What the task asks: For each line in the data that includes "halo", make a copy.

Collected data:

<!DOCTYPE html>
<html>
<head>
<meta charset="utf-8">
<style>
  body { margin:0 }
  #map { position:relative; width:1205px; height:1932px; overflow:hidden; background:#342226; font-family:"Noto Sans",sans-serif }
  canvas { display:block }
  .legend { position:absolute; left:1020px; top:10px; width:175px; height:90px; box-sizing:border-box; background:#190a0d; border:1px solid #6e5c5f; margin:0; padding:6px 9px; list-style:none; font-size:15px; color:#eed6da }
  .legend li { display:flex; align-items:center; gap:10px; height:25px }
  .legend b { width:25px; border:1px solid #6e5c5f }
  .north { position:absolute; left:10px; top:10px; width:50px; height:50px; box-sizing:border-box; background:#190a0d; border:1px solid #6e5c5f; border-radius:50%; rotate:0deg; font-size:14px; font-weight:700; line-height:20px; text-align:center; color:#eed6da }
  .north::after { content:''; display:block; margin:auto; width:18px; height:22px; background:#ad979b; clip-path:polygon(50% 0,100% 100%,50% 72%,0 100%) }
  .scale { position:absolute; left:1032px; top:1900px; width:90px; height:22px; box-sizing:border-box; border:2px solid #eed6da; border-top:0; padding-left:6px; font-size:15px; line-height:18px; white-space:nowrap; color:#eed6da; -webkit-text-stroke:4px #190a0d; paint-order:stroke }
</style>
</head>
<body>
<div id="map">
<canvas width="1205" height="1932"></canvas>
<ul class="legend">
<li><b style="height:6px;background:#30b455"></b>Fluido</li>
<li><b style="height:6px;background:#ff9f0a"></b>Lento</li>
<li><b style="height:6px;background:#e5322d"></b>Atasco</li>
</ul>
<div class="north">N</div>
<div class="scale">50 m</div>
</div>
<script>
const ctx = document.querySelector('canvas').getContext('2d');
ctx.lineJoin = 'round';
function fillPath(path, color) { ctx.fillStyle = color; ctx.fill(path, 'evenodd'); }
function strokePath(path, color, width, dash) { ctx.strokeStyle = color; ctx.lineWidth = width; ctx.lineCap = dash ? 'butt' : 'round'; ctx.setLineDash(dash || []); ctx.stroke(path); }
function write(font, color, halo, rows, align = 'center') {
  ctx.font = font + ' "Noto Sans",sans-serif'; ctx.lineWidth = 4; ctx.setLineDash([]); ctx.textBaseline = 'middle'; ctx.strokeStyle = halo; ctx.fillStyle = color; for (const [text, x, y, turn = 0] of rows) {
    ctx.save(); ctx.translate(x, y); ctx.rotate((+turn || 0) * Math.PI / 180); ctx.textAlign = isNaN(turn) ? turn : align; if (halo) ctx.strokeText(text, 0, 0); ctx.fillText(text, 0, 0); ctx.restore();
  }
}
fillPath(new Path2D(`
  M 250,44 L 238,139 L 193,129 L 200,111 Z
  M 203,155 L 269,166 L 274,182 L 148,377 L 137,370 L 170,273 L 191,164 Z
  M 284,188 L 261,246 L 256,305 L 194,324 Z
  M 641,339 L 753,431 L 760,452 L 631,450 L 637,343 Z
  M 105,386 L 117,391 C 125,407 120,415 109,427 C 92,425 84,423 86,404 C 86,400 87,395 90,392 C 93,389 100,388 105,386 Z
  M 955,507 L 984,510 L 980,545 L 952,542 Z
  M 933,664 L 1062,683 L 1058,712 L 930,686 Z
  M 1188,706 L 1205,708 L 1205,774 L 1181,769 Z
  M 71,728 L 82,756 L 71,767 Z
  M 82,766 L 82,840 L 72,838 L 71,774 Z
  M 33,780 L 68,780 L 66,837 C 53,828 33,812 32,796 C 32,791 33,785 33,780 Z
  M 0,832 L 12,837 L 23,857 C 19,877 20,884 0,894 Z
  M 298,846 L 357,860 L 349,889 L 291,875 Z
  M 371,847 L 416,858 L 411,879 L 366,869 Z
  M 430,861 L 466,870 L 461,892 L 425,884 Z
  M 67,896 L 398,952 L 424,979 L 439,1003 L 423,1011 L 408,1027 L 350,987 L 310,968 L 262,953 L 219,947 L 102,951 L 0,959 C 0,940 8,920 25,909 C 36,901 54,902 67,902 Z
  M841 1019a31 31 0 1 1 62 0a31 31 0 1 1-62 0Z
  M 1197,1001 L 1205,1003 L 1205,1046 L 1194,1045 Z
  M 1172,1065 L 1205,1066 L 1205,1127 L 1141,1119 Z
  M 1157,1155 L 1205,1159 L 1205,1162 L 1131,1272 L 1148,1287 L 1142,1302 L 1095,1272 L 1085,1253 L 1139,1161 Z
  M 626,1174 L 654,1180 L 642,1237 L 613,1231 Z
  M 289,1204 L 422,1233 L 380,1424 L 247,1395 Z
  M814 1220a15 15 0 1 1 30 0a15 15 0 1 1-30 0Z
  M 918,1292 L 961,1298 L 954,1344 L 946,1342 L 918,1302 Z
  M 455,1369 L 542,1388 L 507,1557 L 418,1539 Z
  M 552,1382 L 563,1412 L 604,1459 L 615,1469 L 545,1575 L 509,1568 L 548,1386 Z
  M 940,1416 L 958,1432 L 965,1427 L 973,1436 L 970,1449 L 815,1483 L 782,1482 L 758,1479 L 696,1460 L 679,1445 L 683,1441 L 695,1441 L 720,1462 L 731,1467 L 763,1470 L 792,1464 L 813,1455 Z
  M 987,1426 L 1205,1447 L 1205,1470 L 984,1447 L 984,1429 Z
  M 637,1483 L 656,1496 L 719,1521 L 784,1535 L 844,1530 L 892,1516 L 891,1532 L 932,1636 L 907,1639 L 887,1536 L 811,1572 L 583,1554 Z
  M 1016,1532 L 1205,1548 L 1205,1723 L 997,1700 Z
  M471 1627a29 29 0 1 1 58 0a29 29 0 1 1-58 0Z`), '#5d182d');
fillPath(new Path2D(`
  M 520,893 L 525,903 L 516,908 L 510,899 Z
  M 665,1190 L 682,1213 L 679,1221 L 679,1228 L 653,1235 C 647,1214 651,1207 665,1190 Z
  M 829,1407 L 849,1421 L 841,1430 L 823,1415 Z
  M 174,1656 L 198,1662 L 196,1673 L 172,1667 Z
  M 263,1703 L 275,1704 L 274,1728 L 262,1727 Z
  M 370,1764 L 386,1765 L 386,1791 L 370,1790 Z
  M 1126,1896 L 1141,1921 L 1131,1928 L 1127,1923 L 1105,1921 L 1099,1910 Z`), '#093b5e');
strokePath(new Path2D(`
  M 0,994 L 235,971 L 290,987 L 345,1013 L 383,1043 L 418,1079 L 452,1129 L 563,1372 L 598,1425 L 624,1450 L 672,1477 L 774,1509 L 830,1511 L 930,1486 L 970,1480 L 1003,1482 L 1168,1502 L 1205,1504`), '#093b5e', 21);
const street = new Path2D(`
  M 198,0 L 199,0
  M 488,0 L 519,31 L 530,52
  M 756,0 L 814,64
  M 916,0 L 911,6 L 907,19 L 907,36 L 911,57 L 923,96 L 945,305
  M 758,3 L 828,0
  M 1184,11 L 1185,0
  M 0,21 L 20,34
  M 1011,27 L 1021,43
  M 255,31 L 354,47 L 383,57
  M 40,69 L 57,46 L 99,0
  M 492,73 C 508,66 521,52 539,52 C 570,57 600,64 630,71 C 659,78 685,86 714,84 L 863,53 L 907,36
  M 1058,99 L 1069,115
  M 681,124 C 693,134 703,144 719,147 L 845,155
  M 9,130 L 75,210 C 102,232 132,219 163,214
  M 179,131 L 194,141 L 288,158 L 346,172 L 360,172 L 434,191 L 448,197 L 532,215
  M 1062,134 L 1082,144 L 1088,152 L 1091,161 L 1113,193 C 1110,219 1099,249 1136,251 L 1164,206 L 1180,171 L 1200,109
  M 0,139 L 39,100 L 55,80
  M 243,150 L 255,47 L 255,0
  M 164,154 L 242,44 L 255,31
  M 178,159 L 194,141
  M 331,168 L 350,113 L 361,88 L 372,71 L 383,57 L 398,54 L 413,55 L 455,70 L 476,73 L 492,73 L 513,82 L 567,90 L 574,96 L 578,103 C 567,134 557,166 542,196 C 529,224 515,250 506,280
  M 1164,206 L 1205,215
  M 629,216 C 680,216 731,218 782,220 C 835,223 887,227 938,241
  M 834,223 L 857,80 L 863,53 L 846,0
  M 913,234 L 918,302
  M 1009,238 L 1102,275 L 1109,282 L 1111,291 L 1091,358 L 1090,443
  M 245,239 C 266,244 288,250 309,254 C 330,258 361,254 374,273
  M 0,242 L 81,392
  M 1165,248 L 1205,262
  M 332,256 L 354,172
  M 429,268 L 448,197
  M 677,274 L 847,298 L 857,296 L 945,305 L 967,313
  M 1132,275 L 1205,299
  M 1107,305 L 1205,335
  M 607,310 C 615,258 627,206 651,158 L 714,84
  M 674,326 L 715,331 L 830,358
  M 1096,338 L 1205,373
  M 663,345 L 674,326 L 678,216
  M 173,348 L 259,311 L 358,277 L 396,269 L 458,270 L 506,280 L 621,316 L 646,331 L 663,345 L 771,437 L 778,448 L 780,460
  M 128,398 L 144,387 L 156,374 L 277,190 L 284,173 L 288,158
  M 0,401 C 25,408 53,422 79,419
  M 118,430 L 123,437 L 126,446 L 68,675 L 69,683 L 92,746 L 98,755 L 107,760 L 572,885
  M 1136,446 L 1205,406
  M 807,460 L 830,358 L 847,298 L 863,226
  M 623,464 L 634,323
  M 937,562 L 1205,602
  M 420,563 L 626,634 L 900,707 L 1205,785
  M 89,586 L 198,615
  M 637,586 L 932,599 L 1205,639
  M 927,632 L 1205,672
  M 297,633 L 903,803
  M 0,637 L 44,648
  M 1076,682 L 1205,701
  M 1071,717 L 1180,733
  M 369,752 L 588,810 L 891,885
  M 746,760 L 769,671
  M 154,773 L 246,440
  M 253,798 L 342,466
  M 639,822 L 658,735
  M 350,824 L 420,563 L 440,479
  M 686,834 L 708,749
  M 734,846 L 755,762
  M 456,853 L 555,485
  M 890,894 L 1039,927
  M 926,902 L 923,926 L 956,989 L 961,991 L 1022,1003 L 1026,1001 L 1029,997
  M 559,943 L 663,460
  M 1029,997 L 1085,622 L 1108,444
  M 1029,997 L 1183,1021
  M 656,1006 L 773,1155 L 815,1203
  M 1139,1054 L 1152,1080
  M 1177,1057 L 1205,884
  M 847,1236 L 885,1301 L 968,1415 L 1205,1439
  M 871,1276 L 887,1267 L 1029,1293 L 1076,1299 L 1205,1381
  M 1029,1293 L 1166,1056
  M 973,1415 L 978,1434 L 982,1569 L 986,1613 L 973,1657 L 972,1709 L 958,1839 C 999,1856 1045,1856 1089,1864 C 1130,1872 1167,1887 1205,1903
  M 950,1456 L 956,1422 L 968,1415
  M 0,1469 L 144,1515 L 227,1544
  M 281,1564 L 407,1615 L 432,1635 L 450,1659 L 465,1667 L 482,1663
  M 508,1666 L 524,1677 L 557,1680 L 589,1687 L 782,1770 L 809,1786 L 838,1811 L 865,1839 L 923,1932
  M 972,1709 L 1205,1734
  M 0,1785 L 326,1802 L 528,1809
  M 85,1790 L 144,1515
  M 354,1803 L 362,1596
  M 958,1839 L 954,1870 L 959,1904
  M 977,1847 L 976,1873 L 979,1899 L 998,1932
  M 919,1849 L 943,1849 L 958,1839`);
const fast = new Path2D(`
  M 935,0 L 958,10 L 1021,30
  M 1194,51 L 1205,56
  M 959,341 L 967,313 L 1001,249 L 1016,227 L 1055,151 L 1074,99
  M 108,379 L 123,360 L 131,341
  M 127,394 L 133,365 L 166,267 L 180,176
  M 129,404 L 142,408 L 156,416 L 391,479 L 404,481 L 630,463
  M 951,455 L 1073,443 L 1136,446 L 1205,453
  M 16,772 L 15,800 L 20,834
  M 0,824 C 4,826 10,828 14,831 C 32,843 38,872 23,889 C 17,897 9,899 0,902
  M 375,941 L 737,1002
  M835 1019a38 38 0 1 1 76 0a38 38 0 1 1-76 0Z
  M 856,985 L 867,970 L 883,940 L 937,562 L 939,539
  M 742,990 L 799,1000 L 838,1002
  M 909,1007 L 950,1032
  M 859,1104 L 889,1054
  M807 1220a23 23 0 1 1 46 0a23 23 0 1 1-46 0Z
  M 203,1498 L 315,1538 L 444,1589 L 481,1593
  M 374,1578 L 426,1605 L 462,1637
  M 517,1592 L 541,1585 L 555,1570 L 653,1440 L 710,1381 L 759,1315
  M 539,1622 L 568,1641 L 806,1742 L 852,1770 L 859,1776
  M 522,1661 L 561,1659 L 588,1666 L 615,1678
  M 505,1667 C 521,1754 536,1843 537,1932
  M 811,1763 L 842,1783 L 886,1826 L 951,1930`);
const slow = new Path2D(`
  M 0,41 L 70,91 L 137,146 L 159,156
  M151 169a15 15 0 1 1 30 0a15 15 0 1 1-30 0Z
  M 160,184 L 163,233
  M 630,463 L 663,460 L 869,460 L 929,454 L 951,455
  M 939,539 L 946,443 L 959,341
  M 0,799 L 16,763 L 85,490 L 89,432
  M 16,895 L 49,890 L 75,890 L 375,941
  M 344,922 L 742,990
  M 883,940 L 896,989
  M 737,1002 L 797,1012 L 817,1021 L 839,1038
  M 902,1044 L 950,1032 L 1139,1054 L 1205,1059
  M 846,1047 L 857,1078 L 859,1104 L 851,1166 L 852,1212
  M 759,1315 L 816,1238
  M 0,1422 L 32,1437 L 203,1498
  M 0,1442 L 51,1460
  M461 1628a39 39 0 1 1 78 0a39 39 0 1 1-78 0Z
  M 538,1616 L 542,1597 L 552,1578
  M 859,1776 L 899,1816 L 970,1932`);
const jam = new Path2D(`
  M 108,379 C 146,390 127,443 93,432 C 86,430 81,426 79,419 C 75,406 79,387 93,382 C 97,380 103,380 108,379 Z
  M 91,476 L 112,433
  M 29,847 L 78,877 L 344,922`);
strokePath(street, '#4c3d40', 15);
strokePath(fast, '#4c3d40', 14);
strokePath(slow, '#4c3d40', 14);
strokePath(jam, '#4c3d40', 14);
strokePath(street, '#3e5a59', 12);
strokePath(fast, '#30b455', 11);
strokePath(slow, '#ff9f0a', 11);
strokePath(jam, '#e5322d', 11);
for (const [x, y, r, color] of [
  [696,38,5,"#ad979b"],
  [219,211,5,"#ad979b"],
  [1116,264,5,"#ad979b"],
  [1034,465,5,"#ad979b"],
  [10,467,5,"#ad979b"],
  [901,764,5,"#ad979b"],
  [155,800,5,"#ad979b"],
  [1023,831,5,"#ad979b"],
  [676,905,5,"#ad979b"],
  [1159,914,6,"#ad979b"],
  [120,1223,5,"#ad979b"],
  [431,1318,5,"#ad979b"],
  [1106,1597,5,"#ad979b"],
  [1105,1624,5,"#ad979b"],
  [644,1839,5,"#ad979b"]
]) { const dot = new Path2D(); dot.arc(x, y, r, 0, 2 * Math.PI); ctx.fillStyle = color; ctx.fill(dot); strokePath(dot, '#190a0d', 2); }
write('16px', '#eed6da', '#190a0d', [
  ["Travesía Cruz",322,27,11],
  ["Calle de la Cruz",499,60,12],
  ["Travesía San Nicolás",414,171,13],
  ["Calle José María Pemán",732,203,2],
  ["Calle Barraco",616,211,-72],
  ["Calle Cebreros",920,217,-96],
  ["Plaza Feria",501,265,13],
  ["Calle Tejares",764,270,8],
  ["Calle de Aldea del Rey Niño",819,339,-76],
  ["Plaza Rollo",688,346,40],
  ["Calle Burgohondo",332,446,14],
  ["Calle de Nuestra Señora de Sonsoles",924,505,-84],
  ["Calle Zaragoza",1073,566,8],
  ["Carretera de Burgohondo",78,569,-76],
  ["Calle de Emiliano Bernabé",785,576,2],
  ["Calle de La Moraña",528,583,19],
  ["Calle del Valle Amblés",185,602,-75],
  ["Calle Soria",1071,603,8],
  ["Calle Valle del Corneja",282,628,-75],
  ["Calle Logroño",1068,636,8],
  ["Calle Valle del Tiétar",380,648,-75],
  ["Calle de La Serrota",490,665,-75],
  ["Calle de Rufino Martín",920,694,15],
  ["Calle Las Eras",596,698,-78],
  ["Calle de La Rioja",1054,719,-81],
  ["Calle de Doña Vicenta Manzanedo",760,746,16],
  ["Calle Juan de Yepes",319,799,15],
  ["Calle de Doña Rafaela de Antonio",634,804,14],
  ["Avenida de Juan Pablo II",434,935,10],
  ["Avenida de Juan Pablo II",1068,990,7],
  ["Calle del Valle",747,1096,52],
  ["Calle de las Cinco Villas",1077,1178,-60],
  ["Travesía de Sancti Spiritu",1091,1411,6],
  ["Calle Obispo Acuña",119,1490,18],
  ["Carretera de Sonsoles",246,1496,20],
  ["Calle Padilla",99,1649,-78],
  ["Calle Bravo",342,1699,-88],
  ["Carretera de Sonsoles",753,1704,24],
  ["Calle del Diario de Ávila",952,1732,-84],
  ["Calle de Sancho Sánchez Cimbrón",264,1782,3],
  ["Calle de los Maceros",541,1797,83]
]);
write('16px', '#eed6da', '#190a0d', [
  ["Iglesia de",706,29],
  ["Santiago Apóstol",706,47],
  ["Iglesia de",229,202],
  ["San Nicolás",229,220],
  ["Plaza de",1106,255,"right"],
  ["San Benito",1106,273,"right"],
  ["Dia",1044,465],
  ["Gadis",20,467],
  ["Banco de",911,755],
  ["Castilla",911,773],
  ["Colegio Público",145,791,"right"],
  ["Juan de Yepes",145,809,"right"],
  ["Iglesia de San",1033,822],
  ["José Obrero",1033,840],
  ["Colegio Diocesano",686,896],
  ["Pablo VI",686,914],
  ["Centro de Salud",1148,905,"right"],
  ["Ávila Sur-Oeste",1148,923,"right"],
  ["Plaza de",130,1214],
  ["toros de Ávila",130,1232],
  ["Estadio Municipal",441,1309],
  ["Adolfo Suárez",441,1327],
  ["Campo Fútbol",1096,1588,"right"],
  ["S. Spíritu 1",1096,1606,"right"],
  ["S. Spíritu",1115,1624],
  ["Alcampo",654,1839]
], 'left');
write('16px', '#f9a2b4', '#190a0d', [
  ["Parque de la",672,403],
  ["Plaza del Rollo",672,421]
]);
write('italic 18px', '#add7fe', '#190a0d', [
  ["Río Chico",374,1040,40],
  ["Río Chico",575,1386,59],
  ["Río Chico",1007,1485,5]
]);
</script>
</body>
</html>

Output below:
function write(font, color, halo, rows, align = 'center') {
  ctx.font = font + ' "Noto Sans",sans-serif'; ctx.lineWidth = 4; ctx.setLineDash([]); ctx.textBaseline = 'middle'; ctx.strokeStyle = halo; ctx.fillStyle = color; for (const [text, x, y, turn = 0] of rows) {
    ctx.save(); ctx.translate(x, y); ctx.rotate((+turn || 0) * Math.PI / 180); ctx.textAlign = isNaN(turn) ? turn : align; if (halo) ctx.strokeText(text, 0, 0); ctx.fillText(text, 0, 0); ctx.restore();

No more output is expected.